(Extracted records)

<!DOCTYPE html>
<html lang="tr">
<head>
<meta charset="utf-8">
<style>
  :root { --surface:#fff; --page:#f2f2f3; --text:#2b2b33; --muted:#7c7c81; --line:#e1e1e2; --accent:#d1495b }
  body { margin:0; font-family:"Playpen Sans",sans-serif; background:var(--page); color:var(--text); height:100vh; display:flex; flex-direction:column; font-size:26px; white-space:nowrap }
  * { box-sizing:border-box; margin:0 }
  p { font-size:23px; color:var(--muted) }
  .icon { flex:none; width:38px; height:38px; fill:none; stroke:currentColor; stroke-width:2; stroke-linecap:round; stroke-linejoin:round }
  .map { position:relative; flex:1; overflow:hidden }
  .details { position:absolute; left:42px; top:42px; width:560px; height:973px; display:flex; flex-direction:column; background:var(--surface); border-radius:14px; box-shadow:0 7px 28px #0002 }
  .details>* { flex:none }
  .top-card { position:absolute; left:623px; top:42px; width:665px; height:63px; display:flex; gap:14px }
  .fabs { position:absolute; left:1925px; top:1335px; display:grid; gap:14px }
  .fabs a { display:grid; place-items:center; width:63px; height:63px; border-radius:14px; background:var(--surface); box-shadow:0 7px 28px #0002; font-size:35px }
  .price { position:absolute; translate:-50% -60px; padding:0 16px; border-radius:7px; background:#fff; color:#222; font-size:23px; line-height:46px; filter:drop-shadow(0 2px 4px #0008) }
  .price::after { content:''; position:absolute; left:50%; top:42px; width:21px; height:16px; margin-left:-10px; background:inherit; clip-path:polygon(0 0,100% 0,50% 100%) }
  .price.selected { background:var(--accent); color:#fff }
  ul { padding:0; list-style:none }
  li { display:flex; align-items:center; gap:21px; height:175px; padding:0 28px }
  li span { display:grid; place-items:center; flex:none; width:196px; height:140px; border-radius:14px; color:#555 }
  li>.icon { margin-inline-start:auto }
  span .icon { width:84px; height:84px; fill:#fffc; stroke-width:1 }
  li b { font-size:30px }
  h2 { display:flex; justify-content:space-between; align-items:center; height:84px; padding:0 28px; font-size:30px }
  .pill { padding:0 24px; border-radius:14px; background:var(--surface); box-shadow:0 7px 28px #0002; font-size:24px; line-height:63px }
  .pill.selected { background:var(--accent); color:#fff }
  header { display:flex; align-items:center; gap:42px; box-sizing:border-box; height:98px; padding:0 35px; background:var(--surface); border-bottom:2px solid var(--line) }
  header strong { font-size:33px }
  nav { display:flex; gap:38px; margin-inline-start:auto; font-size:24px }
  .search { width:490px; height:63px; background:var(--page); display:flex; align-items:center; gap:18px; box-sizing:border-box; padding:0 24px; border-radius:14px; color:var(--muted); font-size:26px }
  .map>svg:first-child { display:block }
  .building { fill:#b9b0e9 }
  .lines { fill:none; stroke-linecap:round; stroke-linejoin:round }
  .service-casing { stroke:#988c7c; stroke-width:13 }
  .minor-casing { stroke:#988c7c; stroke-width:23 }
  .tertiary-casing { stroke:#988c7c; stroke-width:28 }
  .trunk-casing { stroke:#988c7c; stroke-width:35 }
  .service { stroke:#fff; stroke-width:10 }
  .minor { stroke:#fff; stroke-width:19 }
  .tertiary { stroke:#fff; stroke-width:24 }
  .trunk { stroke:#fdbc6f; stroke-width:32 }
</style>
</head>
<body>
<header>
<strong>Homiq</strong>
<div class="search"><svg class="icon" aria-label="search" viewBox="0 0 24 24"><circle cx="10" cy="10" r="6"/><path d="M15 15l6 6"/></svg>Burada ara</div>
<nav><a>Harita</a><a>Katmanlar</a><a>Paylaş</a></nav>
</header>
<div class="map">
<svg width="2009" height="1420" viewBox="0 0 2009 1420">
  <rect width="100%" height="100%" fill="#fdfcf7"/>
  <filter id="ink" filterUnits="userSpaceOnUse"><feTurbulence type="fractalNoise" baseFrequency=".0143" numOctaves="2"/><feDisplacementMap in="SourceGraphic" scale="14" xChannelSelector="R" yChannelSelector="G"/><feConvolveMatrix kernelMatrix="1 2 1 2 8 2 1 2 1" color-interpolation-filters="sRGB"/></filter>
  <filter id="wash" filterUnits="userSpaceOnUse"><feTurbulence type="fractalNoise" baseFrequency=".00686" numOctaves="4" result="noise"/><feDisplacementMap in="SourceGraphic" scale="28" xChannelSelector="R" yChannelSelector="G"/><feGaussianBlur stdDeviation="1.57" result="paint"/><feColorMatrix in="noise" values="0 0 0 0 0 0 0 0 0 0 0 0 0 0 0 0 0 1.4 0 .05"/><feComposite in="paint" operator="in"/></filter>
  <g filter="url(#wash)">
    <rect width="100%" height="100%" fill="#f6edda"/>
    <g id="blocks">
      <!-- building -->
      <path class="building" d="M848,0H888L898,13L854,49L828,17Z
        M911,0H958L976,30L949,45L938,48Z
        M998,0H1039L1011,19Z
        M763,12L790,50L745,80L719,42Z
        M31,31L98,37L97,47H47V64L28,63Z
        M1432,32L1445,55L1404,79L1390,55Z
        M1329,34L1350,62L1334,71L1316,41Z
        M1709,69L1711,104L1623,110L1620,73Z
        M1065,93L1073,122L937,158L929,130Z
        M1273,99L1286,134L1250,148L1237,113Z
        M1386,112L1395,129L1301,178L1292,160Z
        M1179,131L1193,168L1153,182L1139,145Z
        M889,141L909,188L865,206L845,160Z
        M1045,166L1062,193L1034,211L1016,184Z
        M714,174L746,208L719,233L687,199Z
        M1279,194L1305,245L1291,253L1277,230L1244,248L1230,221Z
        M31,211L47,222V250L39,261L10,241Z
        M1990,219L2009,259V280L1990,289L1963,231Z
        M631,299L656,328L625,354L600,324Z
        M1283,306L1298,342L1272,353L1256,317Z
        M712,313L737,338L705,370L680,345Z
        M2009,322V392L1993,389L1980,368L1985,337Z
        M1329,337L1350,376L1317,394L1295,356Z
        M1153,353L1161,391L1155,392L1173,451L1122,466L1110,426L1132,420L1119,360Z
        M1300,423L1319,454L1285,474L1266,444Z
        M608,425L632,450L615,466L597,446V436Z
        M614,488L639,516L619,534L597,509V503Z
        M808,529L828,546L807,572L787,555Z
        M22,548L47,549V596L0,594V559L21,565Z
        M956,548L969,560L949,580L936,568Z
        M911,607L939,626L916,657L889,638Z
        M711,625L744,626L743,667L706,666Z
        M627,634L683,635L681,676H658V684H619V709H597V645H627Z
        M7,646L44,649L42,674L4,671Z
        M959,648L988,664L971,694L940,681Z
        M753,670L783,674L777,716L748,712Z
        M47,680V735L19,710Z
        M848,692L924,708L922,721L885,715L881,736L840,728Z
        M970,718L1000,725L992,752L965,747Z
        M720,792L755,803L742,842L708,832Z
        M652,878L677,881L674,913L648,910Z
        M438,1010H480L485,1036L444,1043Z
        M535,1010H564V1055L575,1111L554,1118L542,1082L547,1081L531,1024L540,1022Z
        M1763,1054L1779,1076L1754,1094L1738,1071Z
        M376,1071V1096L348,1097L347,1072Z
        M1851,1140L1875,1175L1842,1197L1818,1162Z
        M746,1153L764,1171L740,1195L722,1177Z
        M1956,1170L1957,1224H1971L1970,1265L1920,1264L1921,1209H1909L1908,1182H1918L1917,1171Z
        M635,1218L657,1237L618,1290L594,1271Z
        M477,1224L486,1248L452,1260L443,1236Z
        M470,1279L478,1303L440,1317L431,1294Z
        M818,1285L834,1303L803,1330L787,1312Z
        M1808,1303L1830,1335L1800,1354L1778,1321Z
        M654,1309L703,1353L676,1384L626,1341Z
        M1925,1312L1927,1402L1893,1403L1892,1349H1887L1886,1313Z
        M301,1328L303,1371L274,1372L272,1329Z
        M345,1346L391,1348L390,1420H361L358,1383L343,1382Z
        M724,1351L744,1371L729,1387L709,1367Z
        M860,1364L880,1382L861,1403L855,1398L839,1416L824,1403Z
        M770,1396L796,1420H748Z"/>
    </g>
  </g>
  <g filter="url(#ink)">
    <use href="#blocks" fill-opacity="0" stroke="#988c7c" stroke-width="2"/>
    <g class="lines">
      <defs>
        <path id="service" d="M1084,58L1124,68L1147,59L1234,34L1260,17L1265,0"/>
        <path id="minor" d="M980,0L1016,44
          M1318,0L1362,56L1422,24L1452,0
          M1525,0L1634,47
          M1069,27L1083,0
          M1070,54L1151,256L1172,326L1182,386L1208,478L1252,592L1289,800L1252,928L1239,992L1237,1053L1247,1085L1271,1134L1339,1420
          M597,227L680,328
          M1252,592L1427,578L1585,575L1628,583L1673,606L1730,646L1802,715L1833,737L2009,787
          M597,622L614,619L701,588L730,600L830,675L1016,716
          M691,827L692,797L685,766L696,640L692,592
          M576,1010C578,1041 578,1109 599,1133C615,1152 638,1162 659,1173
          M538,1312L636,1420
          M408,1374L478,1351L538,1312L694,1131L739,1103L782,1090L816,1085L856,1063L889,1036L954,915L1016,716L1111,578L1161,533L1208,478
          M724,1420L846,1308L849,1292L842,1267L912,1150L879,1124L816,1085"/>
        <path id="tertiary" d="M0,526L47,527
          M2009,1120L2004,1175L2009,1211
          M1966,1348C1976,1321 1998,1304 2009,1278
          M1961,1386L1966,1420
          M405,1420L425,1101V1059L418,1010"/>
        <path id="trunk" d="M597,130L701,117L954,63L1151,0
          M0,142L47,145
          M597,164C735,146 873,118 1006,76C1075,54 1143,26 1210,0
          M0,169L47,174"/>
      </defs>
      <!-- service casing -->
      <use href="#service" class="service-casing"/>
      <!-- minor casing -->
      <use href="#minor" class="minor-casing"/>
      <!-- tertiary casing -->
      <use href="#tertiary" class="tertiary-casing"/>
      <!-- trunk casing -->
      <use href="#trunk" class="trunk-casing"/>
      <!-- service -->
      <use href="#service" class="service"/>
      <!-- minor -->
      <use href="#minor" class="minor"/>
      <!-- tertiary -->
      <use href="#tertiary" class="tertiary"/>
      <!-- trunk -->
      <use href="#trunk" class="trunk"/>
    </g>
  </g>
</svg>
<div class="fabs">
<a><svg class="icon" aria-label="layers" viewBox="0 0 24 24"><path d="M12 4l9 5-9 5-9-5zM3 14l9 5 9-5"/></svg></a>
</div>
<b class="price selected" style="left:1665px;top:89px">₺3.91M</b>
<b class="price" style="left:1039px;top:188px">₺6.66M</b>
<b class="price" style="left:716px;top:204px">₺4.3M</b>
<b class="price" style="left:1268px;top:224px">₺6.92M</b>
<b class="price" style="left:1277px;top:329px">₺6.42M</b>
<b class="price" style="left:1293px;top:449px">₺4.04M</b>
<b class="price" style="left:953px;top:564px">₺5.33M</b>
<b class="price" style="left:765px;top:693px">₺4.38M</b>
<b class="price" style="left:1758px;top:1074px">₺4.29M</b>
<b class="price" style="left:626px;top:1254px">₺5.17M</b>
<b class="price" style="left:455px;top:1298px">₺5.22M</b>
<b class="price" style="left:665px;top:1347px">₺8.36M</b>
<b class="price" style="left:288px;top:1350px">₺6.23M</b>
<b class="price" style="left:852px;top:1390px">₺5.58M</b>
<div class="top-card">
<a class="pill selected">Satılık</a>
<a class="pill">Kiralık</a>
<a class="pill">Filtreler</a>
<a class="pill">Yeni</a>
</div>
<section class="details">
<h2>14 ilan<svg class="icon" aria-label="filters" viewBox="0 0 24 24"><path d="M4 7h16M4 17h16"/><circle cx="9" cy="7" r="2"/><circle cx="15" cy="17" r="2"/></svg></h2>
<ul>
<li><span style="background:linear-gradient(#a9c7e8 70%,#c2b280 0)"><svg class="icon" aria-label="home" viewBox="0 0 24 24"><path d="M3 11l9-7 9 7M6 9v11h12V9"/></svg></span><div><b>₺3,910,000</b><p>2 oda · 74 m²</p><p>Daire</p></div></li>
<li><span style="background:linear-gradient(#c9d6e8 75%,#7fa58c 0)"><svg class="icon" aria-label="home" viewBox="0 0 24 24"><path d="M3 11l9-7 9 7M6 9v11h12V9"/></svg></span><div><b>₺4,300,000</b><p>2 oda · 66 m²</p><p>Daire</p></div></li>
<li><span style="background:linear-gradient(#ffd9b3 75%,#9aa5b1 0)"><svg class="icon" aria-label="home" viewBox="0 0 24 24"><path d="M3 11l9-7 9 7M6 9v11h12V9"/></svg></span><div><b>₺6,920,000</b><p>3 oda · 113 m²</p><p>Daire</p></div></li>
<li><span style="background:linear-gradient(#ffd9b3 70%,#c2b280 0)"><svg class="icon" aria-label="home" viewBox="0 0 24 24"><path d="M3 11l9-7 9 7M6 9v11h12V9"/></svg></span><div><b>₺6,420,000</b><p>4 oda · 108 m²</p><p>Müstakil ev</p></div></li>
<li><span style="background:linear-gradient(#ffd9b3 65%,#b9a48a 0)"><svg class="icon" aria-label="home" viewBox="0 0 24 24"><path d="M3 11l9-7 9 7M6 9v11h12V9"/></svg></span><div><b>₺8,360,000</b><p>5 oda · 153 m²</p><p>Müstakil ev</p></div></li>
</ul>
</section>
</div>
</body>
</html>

:: Assigned task ::
Beginning with the very first line of the records above, please retype each line through the one that has "--surface:#fff; --page:#f2f2f3; --text:#2b2b33;", and add nothing.

:: Completed task ::
<!DOCTYPE html>
<html lang="tr">
<head>
<meta charset="utf-8">
<style>
  :root { --surface:#fff; --page:#f2f2f3; --text:#2b2b33; --muted:#7c7c81; --line:#e1e1e2; --accent:#d1495b }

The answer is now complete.